Martin v. Houck Music Co. , 1906 Ark. LEXIS 324 ( 1906 )


Menu:
  • Riddick, J.,

    (after stating the facts.) This is an action to recover damages for injury to and conversion of a piano. The facts in short are that plaintiff was the owner of a piano which defendant undertook to repair, and for which defendant was to be paid $135. But there was a misunderstanding as to the manner in which this sum was to be paid. The plaintiff, Mrs. Martin, understood that it was to be paid in monthly installments, and she offered to pay it in that way, and asked that the piano be returned to her on those terms. But the company insisted that the full amount was due, and it exercised the right to hold the piano until the full amount charged for the repairs was paid. While the piano was thus held by it, a heavy storm of sleet came, and, as explained in the statement of facts, the piano was injured.

    The plaintiff contends that the defendant not only claimed the right to hold the piano for the payment of the price of the repairs made on it, but that it held it for an unlawful claim for rent of another piano, and also for a charge for storage which plaintiff did not owe; that in this way it was guilty of an unlawful conversion of the piano. Counsel for plaintiff has filed an admirable brief, discussing the law as applied to that state of facts. His argument would be unanswerable if the, facts in the case were as he assumes them to be.

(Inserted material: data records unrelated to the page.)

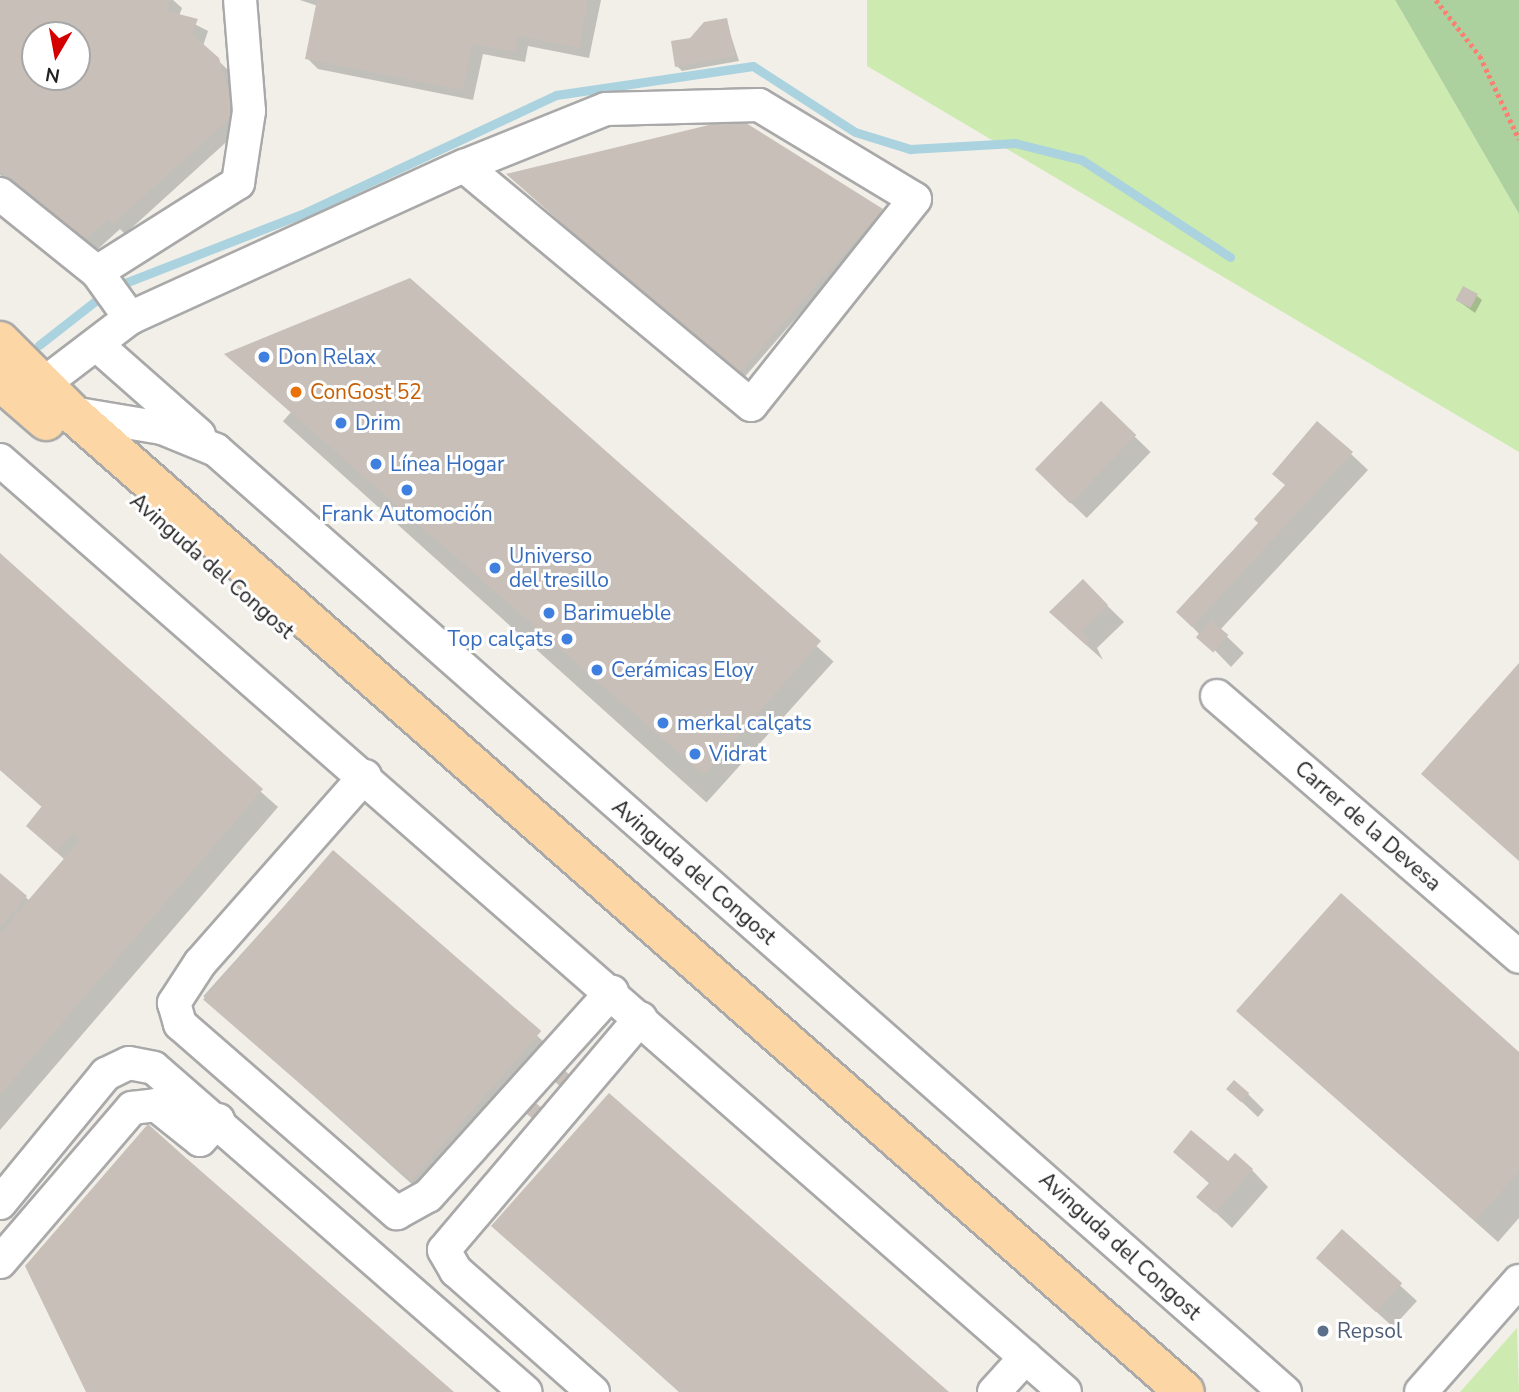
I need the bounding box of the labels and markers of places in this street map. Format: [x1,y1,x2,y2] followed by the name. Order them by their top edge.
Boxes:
[278,344,376,370] place label: Don Relax
[256,349,272,365] marker: Don Relax
[310,379,422,405] place label: ConGost 52
[288,384,304,400] marker: ConGost 52
[355,410,401,436] place label: Drim
[333,415,349,431] marker: Drim
[390,451,505,477] place label: Línea Hogar
[368,456,384,472] marker: Línea Hogar
[399,482,415,498] marker: Frank Automoción
[321,501,493,527] place label: Frank Automoción
[509,543,609,593] place label: Universo del tresillo
[487,560,503,576] marker: Universo del tresillo
[563,600,671,626] place label: Barimueble
[541,605,557,621] marker: Barimueble
[448,626,553,652] place label: Top calçats
[559,631,575,647] marker: Top calçats
[611,657,754,683] place label: Cerámicas Eloy
[589,662,605,678] marker: Cerámicas Eloy
[677,710,812,736] place label: merkal calçats
[655,715,671,731] marker: merkal calçats
[709,741,766,767] place label: Vidrat
[687,746,703,762] marker: Vidrat
[1337,1318,1402,1344] place label: Repsol
[1315,1323,1331,1339] marker: Repsol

    We admit, to quote the language of a decision cited by counsel for appellant, that “a claim to hold the possession of the property and a refusal to deliver it on demand, under and in assertion of a right other than that' given by the lien, would be evidence of a conversion.” Hamilton v. McLaughlin, 145 Mass. 20. But after a careful reading of the transcript in this case we do not find that there was any such claim. It is true that the defendant did make a claim against plaintiff for the rent of another piano, and also notified her that, unless the piano was removed by the first of January, storage would be charged. But the evidence does not show that the company held or claimed the right to hold the piano for such charges. The company, as we see the evidence, was holding it for the price of the repairs, and the evidence convinces us that plaintiff could have obtained her piano at any time by paying the $135 due for repairs. The evidence shows that the company was anxious to return it on those terms. But she declined to make this payment on the ground that her contract with the defendant was for a payment by installments. We do not find from the evidence that there was any such contract, though we are satisfied that plaintiff acted in good faith; for it seems to us that there was a mutual misunderstanding between the parties as to whether the price of the repairs was to be paid in installments or not. Out of that misunderstanding came the refusal to pay by plaintiff, the retention of the piano by defendant, and this lawsuit. Subsequent events show that it would probably have been better for the defendant, in view of this misunderstanding to have yielded a point, and allowed plaintiff to retake her piano and pay for the repairs in installments as she offered to do, but the company was under no legal compulsion to do this. It had the right to hold the piano until the repairs were paid for, and in our opinion it was guilty of no conversion. As plaintiff bases her right to recover on an alleged conversion, we need not discuss the question of whether the injury to the piano was due to the negligence of defendant, though we are of the opinion that no negligence was shown. It results from what we have said that, in our opinion, the plaintiff is not entitled to recover.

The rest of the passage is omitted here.